As to Plaintiff's claims about his lack of access to programs and resources that would be available if he were housed in a T.D.O.C. facility rather than a local jail, inmates do not have a constitutionally protected liberty interest in prison vocational, rehabilitation, or educational programs based on the Fourteenth Amendment. See, e.g., Moody v. Daggett, 429 U.S. 78, 88 n. 9 (1976) (Due Process Clause not implicated by prisoner classification and eligibility for rehabilitative programs, even where inmate suffers "grievous loss"); Argue v. Hofmeyer, 80 F. App'x 427, 429 (6th Cir.2003) ("Prisoners have no constitutional right to rehabilitation, education, or jobs."). Thus, Plaintiff's claim for alleged denial of vocational, educational or other rehabilitative services fails to state a claim under the Eighth and Fourteenth Amendments. See Carter v. Morgan, 142 F.3d 432 (Table), 1998 WL 69810, at *2 (6th Cir. Feb.10, 1998) (no constitutional right to educational classes).

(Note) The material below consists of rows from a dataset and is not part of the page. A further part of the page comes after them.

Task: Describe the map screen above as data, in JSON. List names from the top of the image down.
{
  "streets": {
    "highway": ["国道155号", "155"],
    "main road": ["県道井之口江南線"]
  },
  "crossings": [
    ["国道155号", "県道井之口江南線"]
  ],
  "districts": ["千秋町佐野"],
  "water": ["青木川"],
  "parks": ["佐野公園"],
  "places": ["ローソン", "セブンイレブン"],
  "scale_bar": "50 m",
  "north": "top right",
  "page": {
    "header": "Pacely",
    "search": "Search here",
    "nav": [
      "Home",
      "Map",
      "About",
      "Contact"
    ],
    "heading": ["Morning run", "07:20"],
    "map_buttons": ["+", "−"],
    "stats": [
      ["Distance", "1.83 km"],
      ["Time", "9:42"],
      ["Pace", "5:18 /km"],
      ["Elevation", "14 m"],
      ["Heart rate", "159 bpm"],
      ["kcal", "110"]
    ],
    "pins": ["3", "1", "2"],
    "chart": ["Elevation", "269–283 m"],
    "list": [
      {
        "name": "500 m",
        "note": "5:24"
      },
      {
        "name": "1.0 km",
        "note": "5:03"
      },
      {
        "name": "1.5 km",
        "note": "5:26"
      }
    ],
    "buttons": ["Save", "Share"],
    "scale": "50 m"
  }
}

Because prisoners lack a right to educational, vocational or rehabilitative services, any equal-protection claim that could be inferred from the Complaint fails to state a claim for relief. Hampton v. Hobbs, 106 F.3d 1281, 1286 (6th Cir.1997). Plaintiff's status as a convicted prisoner in a county jail with access to fewer rehabilitative programs than convicted prisoners in a state prison, does not create "suspect class" for this claim. See id. (a prisoner's classification does not implicate a fundamental right); Caderno v. Thorns, 50 F. App'x 200, 201 (6th Cir. 2002) ("Inmates have no right to be housed in a particular institution or a particular part of an institution.") (citing Meachum v. Fano, 427 U.S. 215, 225 (1976)). See also Carter, 1998 WL 69810, at *2 (noting that a "claim of being treated differently from other inmates with regard to participation in the outside educational opportunities has no constitutional underpinnings").

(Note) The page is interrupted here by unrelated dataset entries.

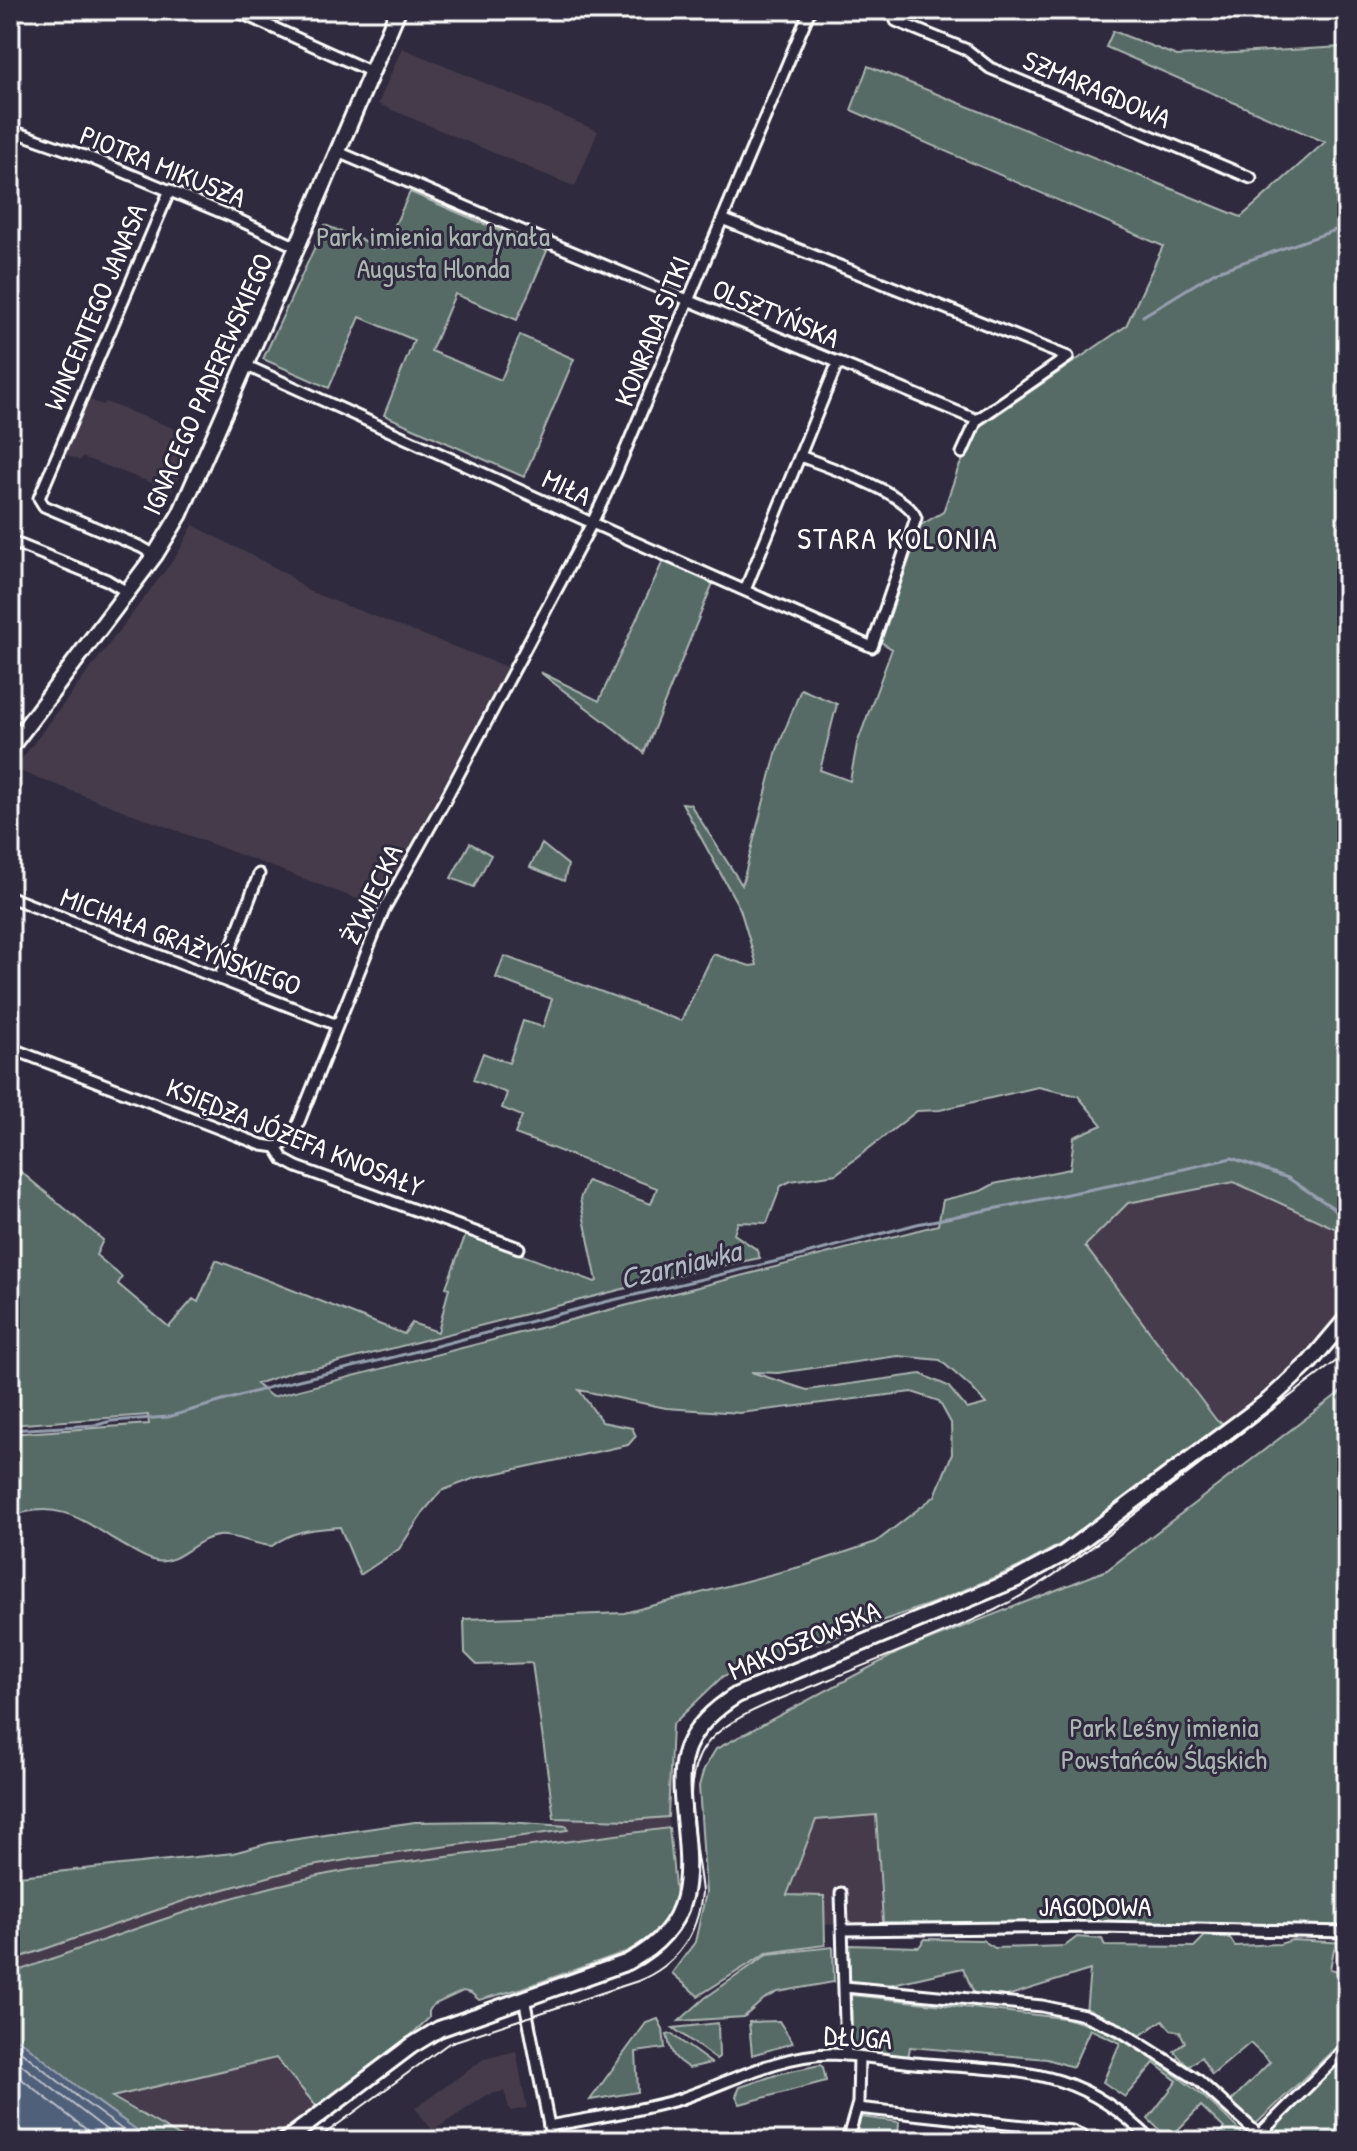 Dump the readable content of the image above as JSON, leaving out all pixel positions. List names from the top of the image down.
{
  "streets": {
    "main road": ["IGNACEGO PADEREWSKIEGO", "MAKOSZOWSKA"],
    "street": [
      "SZMARAGDOWA",
      "PIOTRA MIKUSZA",
      "WINCENTEGO JANASA",
      "OLSZTYŃSKA",
      "KONRADA SITKI",
      "MIŁA",
      "ŻYWIECKA",
      "MICHAŁA GRAŻYŃSKIEGO",
      "KSIĘDZA JÓZEFA KNOSAŁY",
      "JAGODOWA",
      "DŁUGA"
    ]
  },
  "crossings": [
    ["PIOTRA MIKUSZA", "WINCENTEGO JANASA"],
    ["PIOTRA MIKUSZA", "IGNACEGO PADEREWSKIEGO"],
    ["WINCENTEGO JANASA", "IGNACEGO PADEREWSKIEGO"],
    ["OLSZTYŃSKA", "KONRADA SITKI"],
    ["OLSZTYŃSKA", "IGNACEGO PADEREWSKIEGO"],
    ["KONRADA SITKI", "MIŁA"],
    ["KONRADA SITKI", "ŻYWIECKA"],
    ["IGNACEGO PADEREWSKIEGO", "MIŁA"],
    ["ŻYWIECKA", "MICHAŁA GRAŻYŃSKIEGO"],
    ["ŻYWIECKA", "KSIĘDZA JÓZEFA KNOSAŁY"]
  ],
  "districts": ["STARA KOLONIA"],
  "water": ["Czarniawka"],
  "parks": ["Park imienia kardynała Augusta Hlonda", "Park Leśny imienia Powstańców Śląskich"]
} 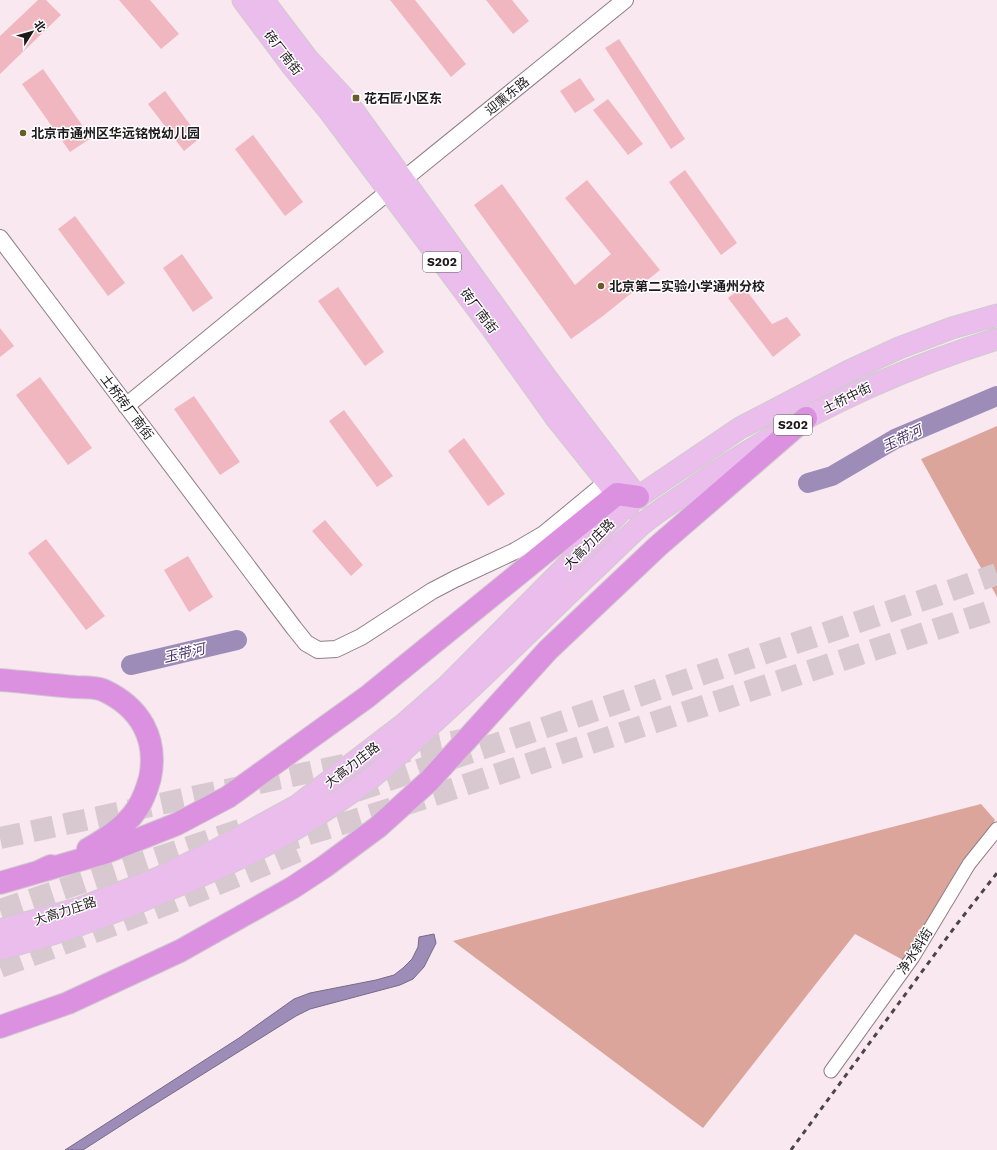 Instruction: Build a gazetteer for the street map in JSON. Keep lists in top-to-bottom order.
{
  "streets": {
    "main road": [
      "砖厂南街",
      "S202",
      "土桥中街",
      "大高力庄路"
    ],
    "street": ["迎熏东路", "土桥砖厂南街", "净水斜街"]
  },
  "crossings": [
    ["砖厂南街", "迎熏东路"],
    ["砖厂南街", "土桥中街"],
    ["砖厂南街", "土桥砖厂南街"],
    ["砖厂南街", "大高力庄路"],
    ["迎熏东路", "土桥砖厂南街"],
    ["土桥中街", "大高力庄路"],
    ["土桥砖厂南街", "大高力庄路"]
  ],
  "water": ["玉带河"],
  "places": {
    "transit": ["花石匠小区东"],
    "other": ["北京市通州区华远铭悦幼儿园", "北京第二实验小学通州分校"]
  },
  "north": "top right"
}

Accordingly, this action is DISMISSED for failure to state a claim for which relief can be granted. 28 U.S.C. §§ 1915(e)(2)(B) and 1915A. Any appeal of this Order would not be in good faith as required by 28 U.S.C. § 1915(a)(3).

Entry of this Order constitutes the judgment in this action.

IT IS SO ORDERED.

/s/_________

WAVERLY D. CRENSHAW, JR.

UNITED STATES DISTRICT JUDGE


Summaries of

Lyle v. Tenn. Dep't of Corr.

UNITED STATES DISTRICT COURT MIDDLE DISTRICT OF TENNESSEE NASHVILLE DIVISION
Jun 24, 2016
NO. 3:16-cv-01441 (M.D. Tenn. Jun. 24, 2016)
Case details for

Lyle v. Tenn. Dep't of Corr.

Case Details

Full title:ROBERT DOUGLAS LYLE #126159, Plaintiff, v. TENNESSEE DEPARTMENT OF…

Court:UNITED STATES DISTRICT COURT MIDDLE DISTRICT OF TENNESSEE NASHVILLE DIVISION

Date published: Jun 24, 2016

Citations

NO. 3:16-cv-01441 (M.D. Tenn. Jun. 24, 2016)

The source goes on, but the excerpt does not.